Cash flow, and more specifically negative cash flow, can have a drastic impact on valuation. In general, the cash flow and valuation have an inverse relationship: the greater the negative cashflows, the lower the valuation of a startup. That said, the valuation of a startup is highly dependent on the industry that it participates in, and the overall macro-environment.

The action-oriented strategy for overcoming negative cash flows

While negative cash flows can be a major problem for startups, small businesses, and large enterprises, there are ways to overcome it.

  • The first step is to identify the cause of the negative cash flow. Is it because you’re not generating enough revenue, is it because you’re spending too much money on growth, or is it because the unit economics don’t make sense? The goal here is to identify what is causing your business isn’t performing as well as it should.
  • Once you’ve determined where you’re going wrong, the second step is to double-click into it. Let’s say you aren’t generating enough revenue, is it because you don’t have the right tech stack in place to capture the revenue, is it that you don’t have enough salespeople or the right sales people, is it that you don’t have sales follow up or nurture flows setup to capture those who drop off? The goal here is to identify the specific reasons why your business isn’t performing as well as it should.
  • Now that you’ve identified what and why is going wrong, now you should identify strategies for how you might fix it and test them—e.g. let’s say your revenue isn’t growing as fast as it needs to be because your sales team doesn’t have enough time to follow up with all of the leads. Rather than hiring more salespeople, empower them with the right technology to build the right nurtures to automate the process—then measure the results and make adjustments on the fly.

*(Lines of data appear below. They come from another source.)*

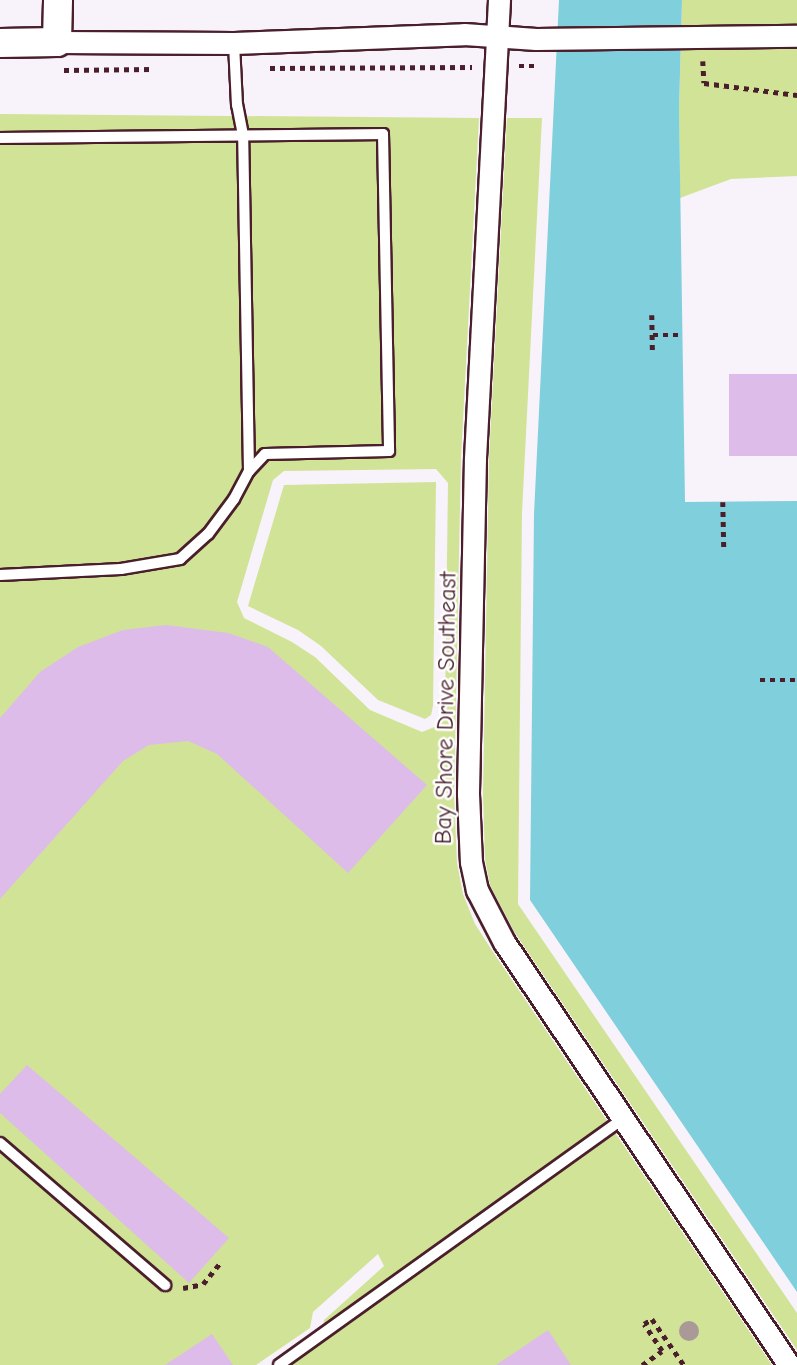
<!DOCTYPE html>
<html>
<head>
<meta charset="utf-8">
<style>
  body { margin:0 }
  #map { position:relative; width:797px; height:1365px; overflow:hidden; background:#f8f2fb; font-family:"Comic Neue",sans-serif }
  div>[style] { position:absolute }
  .green>* { inset:0; background:#d1e397 }
  .water>* { inset:0; background:#80cfdd }
  .building>* { inset:0; background:#ddbce9; transform-origin:0 0 }
  .path>* { height:4.5px; margin-top:-2.25px; transform-origin:0; background:repeating-linear-gradient(90deg,#4a1f2b 0 5px,transparent 0 10px) }
  .roads { filter:drop-shadow(2px 0 #4a1f2b) drop-shadow(-2px 0 #4a1f2b) drop-shadow(0 2px #4a1f2b) drop-shadow(0 -2px #4a1f2b) }
  .service>* { height:10px; margin:-5px; padding:0 5px; transform-origin:5px; border-radius:5px; background:#fff }
  .minor>* { height:21px; margin:-10.5px; padding:0 10.5px; transform-origin:10.5px; border-radius:10.5px; background:#fff }
  .tertiary>* { height:28px; margin:-14px; padding:0 14px; transform-origin:14px; border-radius:14px; background:#fff }
  .trees>* { width:20px; height:20px; margin:-10px; border-radius:50%; background:#ab9997 }
  span { translate:-50% -50%; white-space:nowrap; text-align:center; line-height:1.15; -webkit-text-stroke:5px #fff; paint-order:stroke }
  .street-label { font-size:24px; color:#4a1f2b }
</style>
</head>
<body>
<div id="map">
  <div class="green">
    <i style="clip-path:polygon(682px 0,797px 0,797px 176px,731px 179px,680px 198px,679px 110px)"></i>
    <i style="clip-path:polygon(evenodd,0 114px,479px 118px,461px 458px,454px 794px,457px 863px,463px 894px,475px 924px,493px 952px,772px 1365px,279px 1365px,322px 1331px,324px 1320px,384px 1266px,378px 1254px,313px 1312px,310px 1328px,256px 1365px,0 1365px,0 114px,436px 469px,448px 483px,445px 710px,437px 726px,422px 732px,370px 710px,315px 657px,292px 642px,244px 618px,237px 602px,273px 480px,284px 471px,436px 469px)"></i>
    <i style="clip-path:polygon(507px 118px,542px 118px,522px 513px,518px 904px,797px 1313px,797px 1350px,515px 933px,490px 885px,485px 859px,483px 794px,489px 459px)"></i>
    <i style="clip-path:polygon(436px 482px,433px 706px,431px 715px,425px 719px,378px 700px,321px 646px,298px 630px,248px 606px,284px 485px)"></i>
  </div>
  <div class="water">
    <i style="clip-path:polygon(559px 0,682px 0,679px 110px,685px 502px,797px 501px,797px 1292px,530px 900px,534px 514px)"></i>
  </div>
  <div class="building">
    <i style="left:797px;top:374px;width:82px;height:68px;rotate:90deg"></i>
    <i style="clip-path:polygon(166px 625px,228px 633px,268px 647px,427px 785px,348px 873px,217px 754px,188px 741px,149px 745px,123px 761px,0 899px,0 718px,40px 672px,78px 647px,123px 630px)"></i>
    <i style="clip-path:polygon(27px 1065px,229px 1238px,189px 1283px,0 1113px,0 1094px)"></i>
    <i style="clip-path:polygon(548px 1330px,571px 1365px,496px 1365px)"></i>
    <i style="clip-path:polygon(212px 1334px,233px 1365px,165px 1365px)"></i>
  </div>
  <div class="path">
    <i style="left:703px;top:61px;width:22px;rotate:87deg"></i>
    <i style="left:704px;top:83px;width:94px;rotate:7.4deg"></i>
    <i style="left:519px;top:66px;width:19px"></i>
    <i style="left:270px;top:68px;width:202px;rotate:-0.3deg"></i>
    <i style="left:64px;top:70px;width:89px;rotate:-0.6deg"></i>
    <i style="left:652px;top:315px;width:39px;rotate:89deg"></i>
    <i style="left:653px;top:335px;width:30px"></i>
    <i style="left:723px;top:502px;width:47px;rotate:88.8deg"></i>
    <i style="left:760px;top:680px;width:37px"></i>
    <i style="left:183px;top:1288px;width:20px;rotate:-11deg"></i>
    <i style="left:203px;top:1284px;width:26px;rotate:-51deg"></i>
    <i style="left:642px;top:1365px;width:24px;rotate:-35deg"></i>
    <i style="left:662px;top:1351px;width:32px;rotate:-124deg"></i>
    <i style="left:644px;top:1324px;width:9px;rotate:-32deg"></i>
    <i style="left:652px;top:1319px;width:56px;rotate:55.2deg"></i>
  </div>
  <div class="roads">
    <div class="service">
      <i style="left:0;top:138px;width:383px;rotate:-0.6deg"></i>
      <i style="left:383px;top:134px;width:317px;rotate:88.9deg"></i>
      <i style="left:389px;top:451px;width:124px;rotate:178.6deg"></i>
      <i style="left:265px;top:454px;width:23px;rotate:133deg"></i>
      <i style="left:0;top:575px;width:121px;rotate:-2.8deg"></i>
      <i style="left:121px;top:569px;width:60px;rotate:-9.6deg"></i>
      <i style="left:180px;top:559px;width:38px;rotate:-42deg"></i>
      <i style="left:208px;top:534px;width:44px;rotate:-53.4deg"></i>
      <i style="left:234px;top:499px;width:32px;rotate:-62deg"></i>
      <i style="left:249px;top:471px;width:336px;rotate:-91deg"></i>
      <i style="left:243px;top:135px;width:31px;rotate:-101deg"></i>
      <i style="left:237px;top:105px;width:62px;rotate:-92.8deg"></i>
      <i style="left:0;top:1143px;width:218px;rotate:40.7deg"></i>
      <i style="left:279px;top:1365px;width:423px;rotate:-35.6deg"></i>
    </div>
    <div class="minor">
      <i style="left:499px;top:0;width:459px;rotate:93deg"></i>
      <i style="left:475px;top:458px;width:336px;rotate:91.2deg"></i>
      <i style="left:468px;top:794px;width:68px;rotate:87.5deg"></i>
      <i style="left:471px;top:862px;width:29px;rotate:78deg"></i>
      <i style="left:477px;top:890px;width:59px;rotate:62.6deg"></i>
      <i style="left:504px;top:942px;width:510px;rotate:56.03deg"></i>
      <i style="left:57px;top:42px;width:177px;rotate:0.3deg"></i>
      <i style="left:234px;top:43px;width:230px;rotate:-2.2deg"></i>
      <i style="left:464px;top:34px;width:72px;rotate:4deg"></i>
      <i style="left:536px;top:39px;width:261px;rotate:-0.7deg"></i>
    </div>
    <div class="tertiary">
      <i style="left:0;top:43px;width:57px;rotate:-1deg"></i>
      <i style="left:57px;top:42px;width:42px;rotate:-88.6deg"></i>
    </div>
  </div>
  <div class="trees">
    <i style="left:689px;top:1331px"></i>
  </div>
  <div class="street-label">
    <span style="left:446px;top:708px;rotate:-89deg">Bay Shore Drive Southeast</span>
  </div>
</div>
</body>
</html>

By identifying the root causes of the problems with your cash flow, the context for why it's happening (or not happening), and testing multiple solutions, you can quickly, and efficiently address your negative cash flow problems, improving your cash flow forecasts.

How to optimize working capital to minimize negative cash flows?

Working capital is the amount of money that a startup needs to cover its short-term expenses. Optimizing working capital is an important part of managing cash flow and can help startups overcome their negative cash flows. One of the easiest ways for a startup to optimize its working capital is to focus on reducing its accounts receivable. Focus on collecting payments from your customers as quickly as possible, or consider an alternative like revenue based financing that enables you to convert your future revenues into upfront capital—eliminating the time gap between contract signing and the eventual bump to your top line.

Final thoughts on negative cash flows

Having negative cash flows as a startup can signal major problems to investors, and can lead to insolvency. It’s important to understand why your business has negative cash flows, identify the set of actions you can take, should you need to, and outline how you intend to fix it in a financial plan. In some cases, having a negative cash flow is completely acceptable—in those cases, make sure you have a pulse on how it's trending month-month, so you don’t face an unexpected cash crunch down the road. In cases, where you want to get to default alive, or cash flow neutral, identify what is causing the issue, and why it's occurring, brainstorm two or three solutions and test them—doubling down on those that worked. With the right strategies, no matter what the market conditions are, you can overcome negative cash flows and put your startup on the path to long-term success.